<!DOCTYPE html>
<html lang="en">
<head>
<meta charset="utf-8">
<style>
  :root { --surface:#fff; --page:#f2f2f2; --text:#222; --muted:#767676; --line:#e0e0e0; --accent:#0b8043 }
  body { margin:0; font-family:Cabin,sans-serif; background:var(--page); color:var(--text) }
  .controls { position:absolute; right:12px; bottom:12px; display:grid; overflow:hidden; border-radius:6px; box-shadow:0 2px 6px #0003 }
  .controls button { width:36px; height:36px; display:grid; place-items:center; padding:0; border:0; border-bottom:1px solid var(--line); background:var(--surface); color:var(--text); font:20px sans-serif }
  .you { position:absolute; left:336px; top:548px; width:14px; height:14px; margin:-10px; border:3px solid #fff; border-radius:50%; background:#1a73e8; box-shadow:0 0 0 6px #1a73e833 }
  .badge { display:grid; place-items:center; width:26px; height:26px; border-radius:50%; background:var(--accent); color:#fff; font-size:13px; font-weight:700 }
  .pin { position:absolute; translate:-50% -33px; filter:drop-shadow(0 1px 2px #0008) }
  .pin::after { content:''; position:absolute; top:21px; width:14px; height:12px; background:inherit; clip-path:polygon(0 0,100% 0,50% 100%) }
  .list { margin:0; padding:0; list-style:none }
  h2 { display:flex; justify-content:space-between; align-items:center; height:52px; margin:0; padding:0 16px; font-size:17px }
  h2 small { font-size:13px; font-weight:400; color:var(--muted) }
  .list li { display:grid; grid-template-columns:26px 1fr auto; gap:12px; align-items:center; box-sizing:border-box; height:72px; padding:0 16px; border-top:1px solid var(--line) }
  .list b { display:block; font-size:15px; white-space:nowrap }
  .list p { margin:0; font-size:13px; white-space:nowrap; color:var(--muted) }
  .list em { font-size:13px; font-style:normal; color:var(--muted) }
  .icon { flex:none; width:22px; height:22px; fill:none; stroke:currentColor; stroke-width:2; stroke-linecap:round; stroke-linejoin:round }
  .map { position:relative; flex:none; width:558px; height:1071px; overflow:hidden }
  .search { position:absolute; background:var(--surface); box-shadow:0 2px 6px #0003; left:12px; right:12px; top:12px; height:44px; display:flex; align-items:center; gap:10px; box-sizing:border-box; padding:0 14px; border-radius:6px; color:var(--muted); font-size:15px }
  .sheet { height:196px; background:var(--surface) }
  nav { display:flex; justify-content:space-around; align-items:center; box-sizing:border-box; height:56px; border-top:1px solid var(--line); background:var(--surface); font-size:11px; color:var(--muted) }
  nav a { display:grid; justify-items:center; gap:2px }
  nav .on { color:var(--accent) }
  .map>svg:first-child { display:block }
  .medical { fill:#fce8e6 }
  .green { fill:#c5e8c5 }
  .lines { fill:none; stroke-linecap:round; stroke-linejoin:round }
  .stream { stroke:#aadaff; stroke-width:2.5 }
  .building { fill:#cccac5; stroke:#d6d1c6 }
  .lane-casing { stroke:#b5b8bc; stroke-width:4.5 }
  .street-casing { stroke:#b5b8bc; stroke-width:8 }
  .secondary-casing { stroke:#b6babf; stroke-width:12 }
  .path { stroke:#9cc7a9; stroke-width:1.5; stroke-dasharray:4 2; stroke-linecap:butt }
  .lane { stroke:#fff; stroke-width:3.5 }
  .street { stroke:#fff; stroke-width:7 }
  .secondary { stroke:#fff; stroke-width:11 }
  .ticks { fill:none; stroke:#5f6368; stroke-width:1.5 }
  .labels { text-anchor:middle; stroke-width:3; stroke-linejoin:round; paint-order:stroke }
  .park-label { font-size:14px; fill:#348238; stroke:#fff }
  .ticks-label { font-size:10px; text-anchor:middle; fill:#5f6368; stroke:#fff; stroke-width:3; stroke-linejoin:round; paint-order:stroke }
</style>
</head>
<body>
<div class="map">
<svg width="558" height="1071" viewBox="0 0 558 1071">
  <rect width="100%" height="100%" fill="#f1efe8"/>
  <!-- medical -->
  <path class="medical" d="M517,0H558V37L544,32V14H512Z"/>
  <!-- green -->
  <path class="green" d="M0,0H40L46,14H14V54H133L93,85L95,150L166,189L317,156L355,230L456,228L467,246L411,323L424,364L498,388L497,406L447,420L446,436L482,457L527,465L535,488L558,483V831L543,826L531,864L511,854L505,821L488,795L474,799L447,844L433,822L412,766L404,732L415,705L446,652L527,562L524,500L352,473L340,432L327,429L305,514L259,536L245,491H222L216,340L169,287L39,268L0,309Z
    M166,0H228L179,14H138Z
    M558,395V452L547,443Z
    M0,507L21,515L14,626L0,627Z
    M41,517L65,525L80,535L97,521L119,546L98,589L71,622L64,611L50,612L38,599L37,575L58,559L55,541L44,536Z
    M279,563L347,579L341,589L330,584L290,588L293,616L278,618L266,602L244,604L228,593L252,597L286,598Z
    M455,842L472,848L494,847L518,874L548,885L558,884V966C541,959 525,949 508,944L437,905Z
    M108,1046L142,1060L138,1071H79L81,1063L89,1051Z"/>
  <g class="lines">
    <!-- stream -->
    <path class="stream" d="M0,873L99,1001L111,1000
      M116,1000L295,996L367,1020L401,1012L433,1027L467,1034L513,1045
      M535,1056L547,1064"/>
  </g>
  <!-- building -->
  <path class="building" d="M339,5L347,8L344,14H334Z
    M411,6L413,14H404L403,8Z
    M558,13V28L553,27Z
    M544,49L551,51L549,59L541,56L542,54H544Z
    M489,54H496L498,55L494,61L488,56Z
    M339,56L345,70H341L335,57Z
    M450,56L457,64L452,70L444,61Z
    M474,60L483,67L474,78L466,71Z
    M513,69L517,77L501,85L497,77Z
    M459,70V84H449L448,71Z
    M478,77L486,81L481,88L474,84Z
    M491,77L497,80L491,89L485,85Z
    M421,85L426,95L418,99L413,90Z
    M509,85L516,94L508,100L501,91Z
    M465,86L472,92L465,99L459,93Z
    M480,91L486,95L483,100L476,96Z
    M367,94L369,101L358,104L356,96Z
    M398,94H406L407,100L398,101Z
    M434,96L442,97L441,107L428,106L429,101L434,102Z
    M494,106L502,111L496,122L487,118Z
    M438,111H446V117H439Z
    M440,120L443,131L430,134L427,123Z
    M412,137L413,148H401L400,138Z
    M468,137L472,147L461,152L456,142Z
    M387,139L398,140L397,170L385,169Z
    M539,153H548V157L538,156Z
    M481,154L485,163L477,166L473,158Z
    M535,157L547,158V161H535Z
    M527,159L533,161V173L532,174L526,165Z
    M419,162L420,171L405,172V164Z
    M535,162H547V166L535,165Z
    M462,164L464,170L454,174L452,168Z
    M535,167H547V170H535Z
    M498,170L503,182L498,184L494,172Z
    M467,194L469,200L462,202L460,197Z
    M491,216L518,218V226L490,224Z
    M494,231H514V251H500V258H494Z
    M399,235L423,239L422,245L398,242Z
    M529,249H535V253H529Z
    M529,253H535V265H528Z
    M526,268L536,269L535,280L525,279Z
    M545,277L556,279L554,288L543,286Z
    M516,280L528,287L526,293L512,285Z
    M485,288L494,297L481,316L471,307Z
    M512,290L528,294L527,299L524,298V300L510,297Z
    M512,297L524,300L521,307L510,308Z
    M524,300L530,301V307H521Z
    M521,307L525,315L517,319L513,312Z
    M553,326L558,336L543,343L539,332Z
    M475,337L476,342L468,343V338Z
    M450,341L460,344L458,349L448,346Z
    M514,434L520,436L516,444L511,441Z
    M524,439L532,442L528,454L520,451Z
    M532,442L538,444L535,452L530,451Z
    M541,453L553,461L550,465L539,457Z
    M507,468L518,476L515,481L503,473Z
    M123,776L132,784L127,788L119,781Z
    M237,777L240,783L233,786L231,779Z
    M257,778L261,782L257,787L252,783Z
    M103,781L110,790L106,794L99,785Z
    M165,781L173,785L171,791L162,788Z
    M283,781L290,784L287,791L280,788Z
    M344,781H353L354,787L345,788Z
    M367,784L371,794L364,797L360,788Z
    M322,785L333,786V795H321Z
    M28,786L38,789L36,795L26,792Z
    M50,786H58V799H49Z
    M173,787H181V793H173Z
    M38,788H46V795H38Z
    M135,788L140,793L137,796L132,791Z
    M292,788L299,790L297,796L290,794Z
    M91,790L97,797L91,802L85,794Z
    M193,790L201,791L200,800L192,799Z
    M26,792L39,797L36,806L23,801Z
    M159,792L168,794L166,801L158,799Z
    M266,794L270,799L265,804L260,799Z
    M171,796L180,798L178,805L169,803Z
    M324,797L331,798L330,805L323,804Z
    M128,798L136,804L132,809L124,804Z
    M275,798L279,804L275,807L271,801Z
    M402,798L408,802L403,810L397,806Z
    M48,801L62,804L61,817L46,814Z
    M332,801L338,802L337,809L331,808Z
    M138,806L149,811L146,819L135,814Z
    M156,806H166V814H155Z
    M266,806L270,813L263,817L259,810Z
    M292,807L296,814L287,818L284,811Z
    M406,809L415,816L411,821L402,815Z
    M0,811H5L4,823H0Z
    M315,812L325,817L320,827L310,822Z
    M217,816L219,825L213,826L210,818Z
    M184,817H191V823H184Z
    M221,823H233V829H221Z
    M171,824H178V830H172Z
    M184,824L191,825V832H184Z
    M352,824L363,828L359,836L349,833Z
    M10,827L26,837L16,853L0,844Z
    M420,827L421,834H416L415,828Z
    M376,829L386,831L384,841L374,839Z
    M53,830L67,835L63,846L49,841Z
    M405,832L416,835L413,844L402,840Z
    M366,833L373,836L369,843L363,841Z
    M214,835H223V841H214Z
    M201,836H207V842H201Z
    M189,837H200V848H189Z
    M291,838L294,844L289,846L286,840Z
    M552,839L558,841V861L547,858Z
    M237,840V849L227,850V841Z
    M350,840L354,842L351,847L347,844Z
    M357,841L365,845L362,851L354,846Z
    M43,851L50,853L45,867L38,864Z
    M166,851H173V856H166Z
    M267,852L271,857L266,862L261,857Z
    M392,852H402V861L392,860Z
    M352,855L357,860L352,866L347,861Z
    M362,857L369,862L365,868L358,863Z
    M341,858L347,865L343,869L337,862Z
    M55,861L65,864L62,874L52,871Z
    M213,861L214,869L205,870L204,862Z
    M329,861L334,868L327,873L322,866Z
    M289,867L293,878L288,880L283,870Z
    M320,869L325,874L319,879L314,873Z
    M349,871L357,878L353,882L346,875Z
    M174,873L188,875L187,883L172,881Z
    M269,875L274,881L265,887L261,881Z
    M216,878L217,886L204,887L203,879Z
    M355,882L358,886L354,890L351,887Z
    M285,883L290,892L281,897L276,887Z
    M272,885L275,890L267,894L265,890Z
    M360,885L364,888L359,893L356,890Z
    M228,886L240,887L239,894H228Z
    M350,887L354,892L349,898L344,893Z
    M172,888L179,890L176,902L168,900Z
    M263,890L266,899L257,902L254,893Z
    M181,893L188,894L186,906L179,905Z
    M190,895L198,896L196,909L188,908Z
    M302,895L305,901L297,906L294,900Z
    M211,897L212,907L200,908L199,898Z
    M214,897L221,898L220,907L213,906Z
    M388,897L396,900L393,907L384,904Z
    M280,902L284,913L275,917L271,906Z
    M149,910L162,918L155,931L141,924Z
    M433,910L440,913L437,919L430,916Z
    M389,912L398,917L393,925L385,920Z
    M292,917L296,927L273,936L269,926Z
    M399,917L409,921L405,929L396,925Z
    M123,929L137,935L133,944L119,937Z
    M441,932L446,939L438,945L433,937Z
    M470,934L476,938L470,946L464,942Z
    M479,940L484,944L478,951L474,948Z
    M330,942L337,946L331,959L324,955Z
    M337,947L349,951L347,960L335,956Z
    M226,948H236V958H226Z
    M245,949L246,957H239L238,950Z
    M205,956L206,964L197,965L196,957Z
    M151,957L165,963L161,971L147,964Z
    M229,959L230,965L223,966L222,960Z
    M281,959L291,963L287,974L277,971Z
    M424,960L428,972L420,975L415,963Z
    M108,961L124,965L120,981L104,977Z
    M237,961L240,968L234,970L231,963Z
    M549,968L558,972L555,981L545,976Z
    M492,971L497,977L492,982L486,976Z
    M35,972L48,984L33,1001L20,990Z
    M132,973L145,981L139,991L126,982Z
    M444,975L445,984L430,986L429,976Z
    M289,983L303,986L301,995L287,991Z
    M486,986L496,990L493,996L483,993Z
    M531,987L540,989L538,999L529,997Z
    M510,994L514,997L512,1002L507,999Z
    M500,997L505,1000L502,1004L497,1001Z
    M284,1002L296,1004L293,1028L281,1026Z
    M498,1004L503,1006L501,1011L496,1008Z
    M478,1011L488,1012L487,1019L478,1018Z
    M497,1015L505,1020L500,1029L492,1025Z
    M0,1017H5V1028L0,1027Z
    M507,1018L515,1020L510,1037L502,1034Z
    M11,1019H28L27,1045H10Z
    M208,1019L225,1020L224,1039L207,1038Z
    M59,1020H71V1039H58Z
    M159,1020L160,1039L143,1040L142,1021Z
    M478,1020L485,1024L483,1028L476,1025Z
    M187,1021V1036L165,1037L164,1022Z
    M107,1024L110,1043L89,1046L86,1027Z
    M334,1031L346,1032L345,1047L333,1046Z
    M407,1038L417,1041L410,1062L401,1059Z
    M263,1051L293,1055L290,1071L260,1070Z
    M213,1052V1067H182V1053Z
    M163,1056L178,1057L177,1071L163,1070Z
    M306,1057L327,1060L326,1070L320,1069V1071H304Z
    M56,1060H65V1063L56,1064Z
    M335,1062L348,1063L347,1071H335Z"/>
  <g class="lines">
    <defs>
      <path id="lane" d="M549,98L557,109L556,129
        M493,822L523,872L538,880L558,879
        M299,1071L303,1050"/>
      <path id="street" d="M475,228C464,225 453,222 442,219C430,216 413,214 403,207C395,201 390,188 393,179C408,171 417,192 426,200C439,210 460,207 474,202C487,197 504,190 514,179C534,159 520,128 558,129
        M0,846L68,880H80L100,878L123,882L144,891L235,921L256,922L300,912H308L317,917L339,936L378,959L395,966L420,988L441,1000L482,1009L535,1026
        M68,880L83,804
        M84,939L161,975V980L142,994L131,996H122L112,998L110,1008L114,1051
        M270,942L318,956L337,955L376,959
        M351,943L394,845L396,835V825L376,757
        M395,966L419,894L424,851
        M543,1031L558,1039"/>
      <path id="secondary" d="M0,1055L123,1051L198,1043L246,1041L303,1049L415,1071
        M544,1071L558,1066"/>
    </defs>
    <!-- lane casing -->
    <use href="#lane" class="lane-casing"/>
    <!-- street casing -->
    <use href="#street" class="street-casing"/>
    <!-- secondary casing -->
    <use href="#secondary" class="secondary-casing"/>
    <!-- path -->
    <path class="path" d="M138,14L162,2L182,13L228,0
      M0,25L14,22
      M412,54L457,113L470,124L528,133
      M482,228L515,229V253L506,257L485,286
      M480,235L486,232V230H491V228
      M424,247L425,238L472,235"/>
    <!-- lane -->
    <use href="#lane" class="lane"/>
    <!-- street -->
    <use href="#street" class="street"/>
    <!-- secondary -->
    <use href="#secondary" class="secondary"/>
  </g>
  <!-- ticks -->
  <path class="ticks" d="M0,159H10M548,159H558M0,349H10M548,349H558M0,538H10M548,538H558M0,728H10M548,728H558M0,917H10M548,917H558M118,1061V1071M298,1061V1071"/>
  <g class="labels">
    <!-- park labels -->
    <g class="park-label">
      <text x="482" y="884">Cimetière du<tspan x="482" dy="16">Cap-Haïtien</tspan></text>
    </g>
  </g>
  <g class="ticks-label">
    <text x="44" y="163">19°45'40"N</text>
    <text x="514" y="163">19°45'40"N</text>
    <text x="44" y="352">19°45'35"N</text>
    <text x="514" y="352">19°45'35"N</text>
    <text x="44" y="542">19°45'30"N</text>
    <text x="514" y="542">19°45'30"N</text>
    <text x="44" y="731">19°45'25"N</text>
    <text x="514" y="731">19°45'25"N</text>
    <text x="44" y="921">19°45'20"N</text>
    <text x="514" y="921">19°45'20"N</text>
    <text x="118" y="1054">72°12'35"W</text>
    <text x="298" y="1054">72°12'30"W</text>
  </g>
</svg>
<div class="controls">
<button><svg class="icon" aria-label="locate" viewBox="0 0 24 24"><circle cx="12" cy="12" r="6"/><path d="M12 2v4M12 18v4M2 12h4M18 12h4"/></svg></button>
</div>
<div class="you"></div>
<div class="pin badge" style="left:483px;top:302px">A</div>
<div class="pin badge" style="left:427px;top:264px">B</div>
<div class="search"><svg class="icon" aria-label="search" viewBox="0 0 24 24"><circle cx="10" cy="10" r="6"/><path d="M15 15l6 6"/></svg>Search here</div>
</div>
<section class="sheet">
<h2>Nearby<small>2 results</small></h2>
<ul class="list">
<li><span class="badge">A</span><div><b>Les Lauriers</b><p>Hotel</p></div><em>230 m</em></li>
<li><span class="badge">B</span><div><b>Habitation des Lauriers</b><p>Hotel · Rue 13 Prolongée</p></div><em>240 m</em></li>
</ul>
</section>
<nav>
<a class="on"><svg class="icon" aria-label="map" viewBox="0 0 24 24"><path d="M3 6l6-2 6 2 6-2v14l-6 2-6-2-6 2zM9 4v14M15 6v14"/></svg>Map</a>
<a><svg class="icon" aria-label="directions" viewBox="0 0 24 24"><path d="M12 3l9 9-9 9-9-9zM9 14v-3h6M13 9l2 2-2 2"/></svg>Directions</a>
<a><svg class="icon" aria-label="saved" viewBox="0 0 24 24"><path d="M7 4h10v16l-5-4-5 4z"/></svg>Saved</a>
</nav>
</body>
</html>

Exercise description ▸ Each line above that contains the word "body" must be copied.

The answer ▸
  body { margin:0; font-family:Cabin,sans-serif; background:var(--page); color:var(--text) }
<body>
</body>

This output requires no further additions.